Stored items:
::::::::::

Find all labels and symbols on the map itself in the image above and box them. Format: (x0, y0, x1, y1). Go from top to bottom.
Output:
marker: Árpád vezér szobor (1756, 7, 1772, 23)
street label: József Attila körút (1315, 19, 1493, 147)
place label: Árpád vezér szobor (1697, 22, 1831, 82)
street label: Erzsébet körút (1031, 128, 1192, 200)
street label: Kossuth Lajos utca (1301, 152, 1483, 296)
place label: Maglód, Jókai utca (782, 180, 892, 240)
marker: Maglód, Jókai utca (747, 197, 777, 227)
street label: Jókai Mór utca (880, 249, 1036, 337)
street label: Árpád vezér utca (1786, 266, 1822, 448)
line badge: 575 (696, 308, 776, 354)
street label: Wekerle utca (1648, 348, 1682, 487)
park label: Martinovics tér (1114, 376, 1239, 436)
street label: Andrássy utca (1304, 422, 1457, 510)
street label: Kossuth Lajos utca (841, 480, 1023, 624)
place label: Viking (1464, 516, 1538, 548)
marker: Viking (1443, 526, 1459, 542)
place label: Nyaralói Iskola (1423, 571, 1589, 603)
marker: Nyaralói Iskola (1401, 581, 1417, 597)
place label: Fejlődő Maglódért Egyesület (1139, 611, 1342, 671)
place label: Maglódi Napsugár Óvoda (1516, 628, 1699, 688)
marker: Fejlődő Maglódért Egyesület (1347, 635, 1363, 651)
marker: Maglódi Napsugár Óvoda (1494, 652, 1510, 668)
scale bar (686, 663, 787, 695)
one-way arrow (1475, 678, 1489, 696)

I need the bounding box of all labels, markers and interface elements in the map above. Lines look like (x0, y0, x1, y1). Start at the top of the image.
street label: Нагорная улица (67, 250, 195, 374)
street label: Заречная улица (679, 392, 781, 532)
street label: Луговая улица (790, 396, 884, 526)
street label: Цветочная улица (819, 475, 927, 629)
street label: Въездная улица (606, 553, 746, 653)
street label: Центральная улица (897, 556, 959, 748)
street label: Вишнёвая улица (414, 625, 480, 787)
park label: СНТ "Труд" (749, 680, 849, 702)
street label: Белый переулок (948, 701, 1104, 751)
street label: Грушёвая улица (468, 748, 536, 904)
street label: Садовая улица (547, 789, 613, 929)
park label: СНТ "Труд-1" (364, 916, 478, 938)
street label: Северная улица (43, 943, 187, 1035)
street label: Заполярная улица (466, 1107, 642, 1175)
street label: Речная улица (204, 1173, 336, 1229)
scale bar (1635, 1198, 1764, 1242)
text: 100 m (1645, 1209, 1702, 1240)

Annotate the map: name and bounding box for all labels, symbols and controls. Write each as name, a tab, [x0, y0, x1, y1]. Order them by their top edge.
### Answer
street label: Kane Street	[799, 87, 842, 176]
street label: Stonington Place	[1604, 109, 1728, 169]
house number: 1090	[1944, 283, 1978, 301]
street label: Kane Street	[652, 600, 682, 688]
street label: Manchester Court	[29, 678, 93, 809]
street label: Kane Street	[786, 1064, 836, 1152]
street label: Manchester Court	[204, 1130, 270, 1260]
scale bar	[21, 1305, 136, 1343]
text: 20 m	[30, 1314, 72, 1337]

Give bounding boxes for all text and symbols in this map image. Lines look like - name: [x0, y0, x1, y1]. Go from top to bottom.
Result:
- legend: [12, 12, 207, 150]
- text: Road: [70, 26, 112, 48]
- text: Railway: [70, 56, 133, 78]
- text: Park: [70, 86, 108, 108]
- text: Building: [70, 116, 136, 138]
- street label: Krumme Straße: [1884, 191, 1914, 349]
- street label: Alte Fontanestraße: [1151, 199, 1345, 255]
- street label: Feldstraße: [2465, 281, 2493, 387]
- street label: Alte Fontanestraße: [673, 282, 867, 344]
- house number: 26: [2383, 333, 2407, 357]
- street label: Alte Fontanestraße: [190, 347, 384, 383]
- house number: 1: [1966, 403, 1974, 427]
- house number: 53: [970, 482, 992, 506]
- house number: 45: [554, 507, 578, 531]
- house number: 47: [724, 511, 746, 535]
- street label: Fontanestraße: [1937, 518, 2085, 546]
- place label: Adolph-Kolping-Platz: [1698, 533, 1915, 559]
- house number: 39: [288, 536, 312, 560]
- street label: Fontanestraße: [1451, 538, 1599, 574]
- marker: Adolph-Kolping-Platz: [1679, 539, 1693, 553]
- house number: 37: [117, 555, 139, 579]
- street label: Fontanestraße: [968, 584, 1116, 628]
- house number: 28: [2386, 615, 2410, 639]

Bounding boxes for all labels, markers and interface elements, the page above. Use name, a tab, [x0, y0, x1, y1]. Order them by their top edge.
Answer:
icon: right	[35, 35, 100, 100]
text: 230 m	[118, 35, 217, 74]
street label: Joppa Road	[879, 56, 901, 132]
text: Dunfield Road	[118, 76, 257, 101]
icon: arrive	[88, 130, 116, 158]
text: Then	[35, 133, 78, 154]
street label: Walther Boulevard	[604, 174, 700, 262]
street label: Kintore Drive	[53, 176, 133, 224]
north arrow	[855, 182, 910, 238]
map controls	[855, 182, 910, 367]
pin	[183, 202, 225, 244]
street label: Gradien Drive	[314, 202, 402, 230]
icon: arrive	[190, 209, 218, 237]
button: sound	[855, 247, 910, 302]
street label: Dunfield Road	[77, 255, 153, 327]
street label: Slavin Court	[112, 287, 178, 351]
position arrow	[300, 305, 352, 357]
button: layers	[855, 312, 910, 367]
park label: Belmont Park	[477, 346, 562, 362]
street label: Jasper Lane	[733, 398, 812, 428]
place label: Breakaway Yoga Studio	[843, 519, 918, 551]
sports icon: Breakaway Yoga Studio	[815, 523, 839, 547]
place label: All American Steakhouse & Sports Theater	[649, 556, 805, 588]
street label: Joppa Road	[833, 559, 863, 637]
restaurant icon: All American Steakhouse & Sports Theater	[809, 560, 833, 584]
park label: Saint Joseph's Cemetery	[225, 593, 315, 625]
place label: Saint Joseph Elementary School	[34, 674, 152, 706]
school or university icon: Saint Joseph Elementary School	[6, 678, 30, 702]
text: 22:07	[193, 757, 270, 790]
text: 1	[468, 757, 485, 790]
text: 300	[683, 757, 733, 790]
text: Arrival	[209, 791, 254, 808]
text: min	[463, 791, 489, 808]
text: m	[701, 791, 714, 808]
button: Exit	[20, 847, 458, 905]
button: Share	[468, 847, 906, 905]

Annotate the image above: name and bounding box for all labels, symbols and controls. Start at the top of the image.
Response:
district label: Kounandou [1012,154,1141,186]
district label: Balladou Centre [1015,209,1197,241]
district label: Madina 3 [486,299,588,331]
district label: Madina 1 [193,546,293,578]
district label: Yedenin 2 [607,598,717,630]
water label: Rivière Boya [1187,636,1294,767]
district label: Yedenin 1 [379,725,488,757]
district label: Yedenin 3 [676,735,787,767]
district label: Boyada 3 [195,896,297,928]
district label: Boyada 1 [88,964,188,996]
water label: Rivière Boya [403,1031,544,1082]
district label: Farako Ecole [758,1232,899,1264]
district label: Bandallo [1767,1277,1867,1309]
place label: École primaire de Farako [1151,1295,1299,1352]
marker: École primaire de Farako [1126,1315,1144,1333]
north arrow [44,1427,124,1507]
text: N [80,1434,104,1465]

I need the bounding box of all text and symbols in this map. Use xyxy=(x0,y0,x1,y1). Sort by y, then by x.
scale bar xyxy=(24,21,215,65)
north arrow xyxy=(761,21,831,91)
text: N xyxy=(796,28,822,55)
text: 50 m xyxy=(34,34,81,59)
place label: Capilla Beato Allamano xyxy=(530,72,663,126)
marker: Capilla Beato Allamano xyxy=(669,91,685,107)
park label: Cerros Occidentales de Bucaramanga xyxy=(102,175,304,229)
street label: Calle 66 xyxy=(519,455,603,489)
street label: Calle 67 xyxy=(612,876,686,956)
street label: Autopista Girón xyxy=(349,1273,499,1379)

::::::::::

YOUR TASK
Check each line of the data above for the string "Annotate", and copy the ones that have it.

ANSWER AREA
Annotate the map: name and bounding box for all labels, symbols and controls. Write each as name, a tab, [x0, y0, x1, y1]. Order them by their top edge.
Annotate the image above: name and bounding box for all labels, symbols and controls. Start at the top of the image.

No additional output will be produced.